§ **What to produce**: Your task is to transcribe all of the records exactly and leave out the pictures.

☆ ☆ ☆ ☆ ☆ ☆ ☆

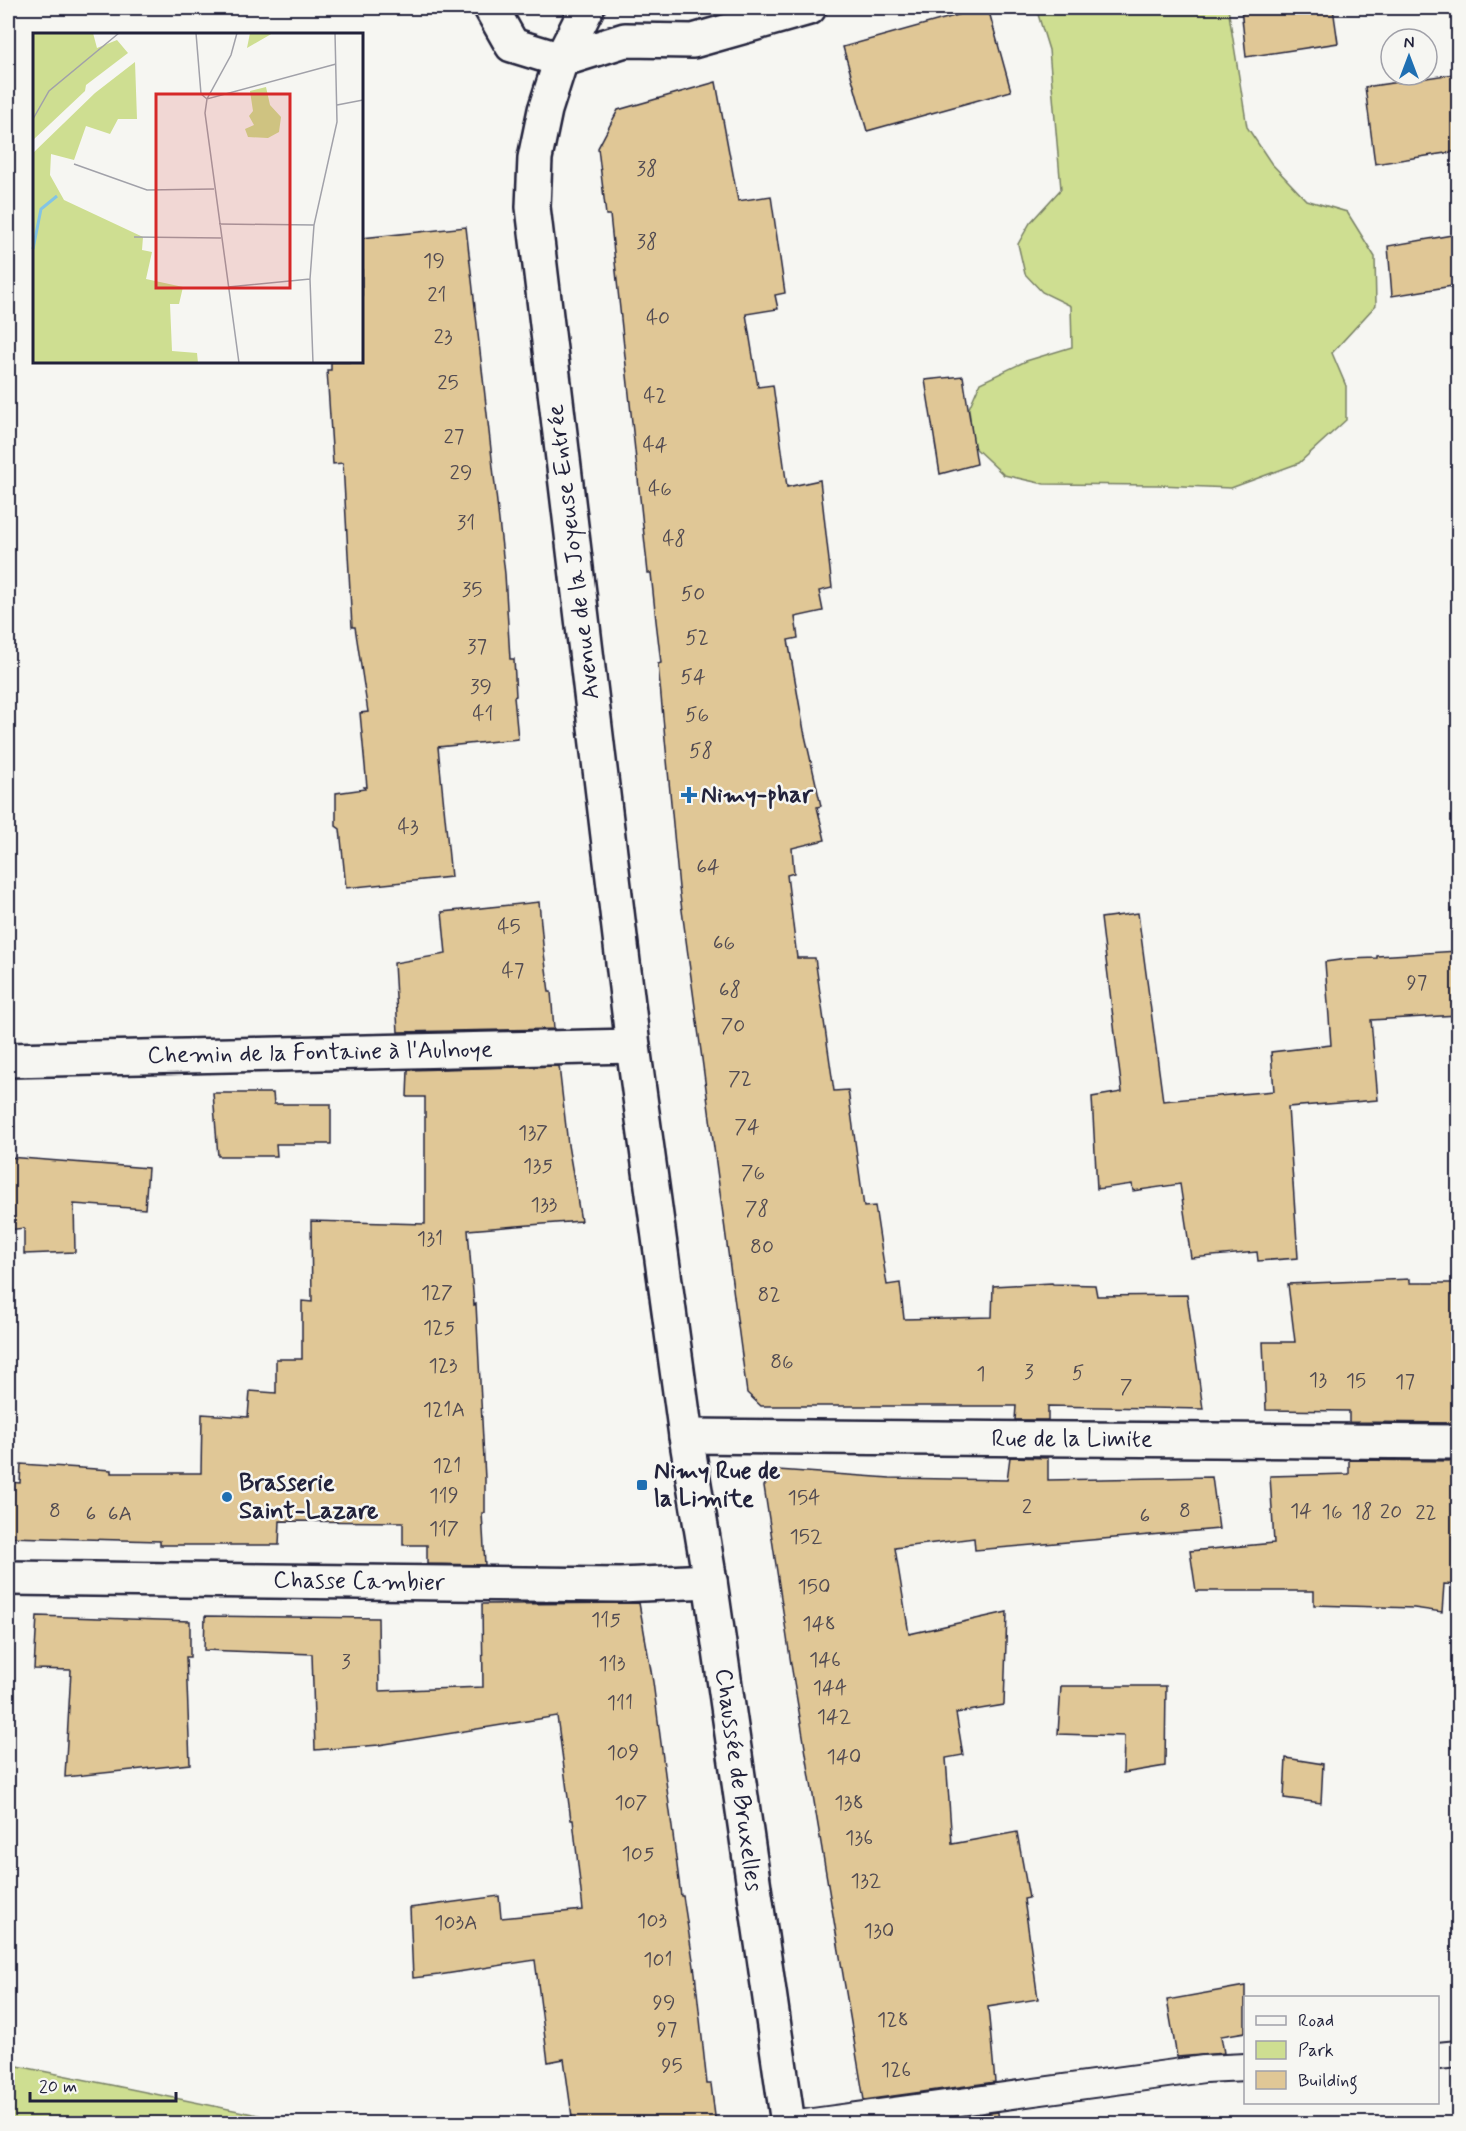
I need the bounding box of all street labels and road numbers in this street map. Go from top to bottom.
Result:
street label: Avenue de la Joyeuse Entrée [540,402,607,701]
street label: Chemin de la Fontaine à l'Aulnoye [147,1034,493,1072]
street label: Rue de la Limite [992,1424,1153,1455]
street label: Chasse Cambier [273,1565,445,1599]
street label: Chaussée de Bruxelles [707,1667,769,1894]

☆ ☆ ☆ ☆ ☆ ☆ ☆

§ **Answer box**:
I need the bounding box of all street labels and road numbers in this street map. Go from top to bottom.
Result:
street label: Avenue de la Joyeuse Entrée [540,402,607,701]
street label: Chemin de la Fontaine à l'Aulnoye [147,1034,493,1072]
street label: Rue de la Limite [992,1424,1153,1455]
street label: Chasse Cambier [273,1565,445,1599]
street label: Chaussée de Bruxelles [707,1667,769,1894]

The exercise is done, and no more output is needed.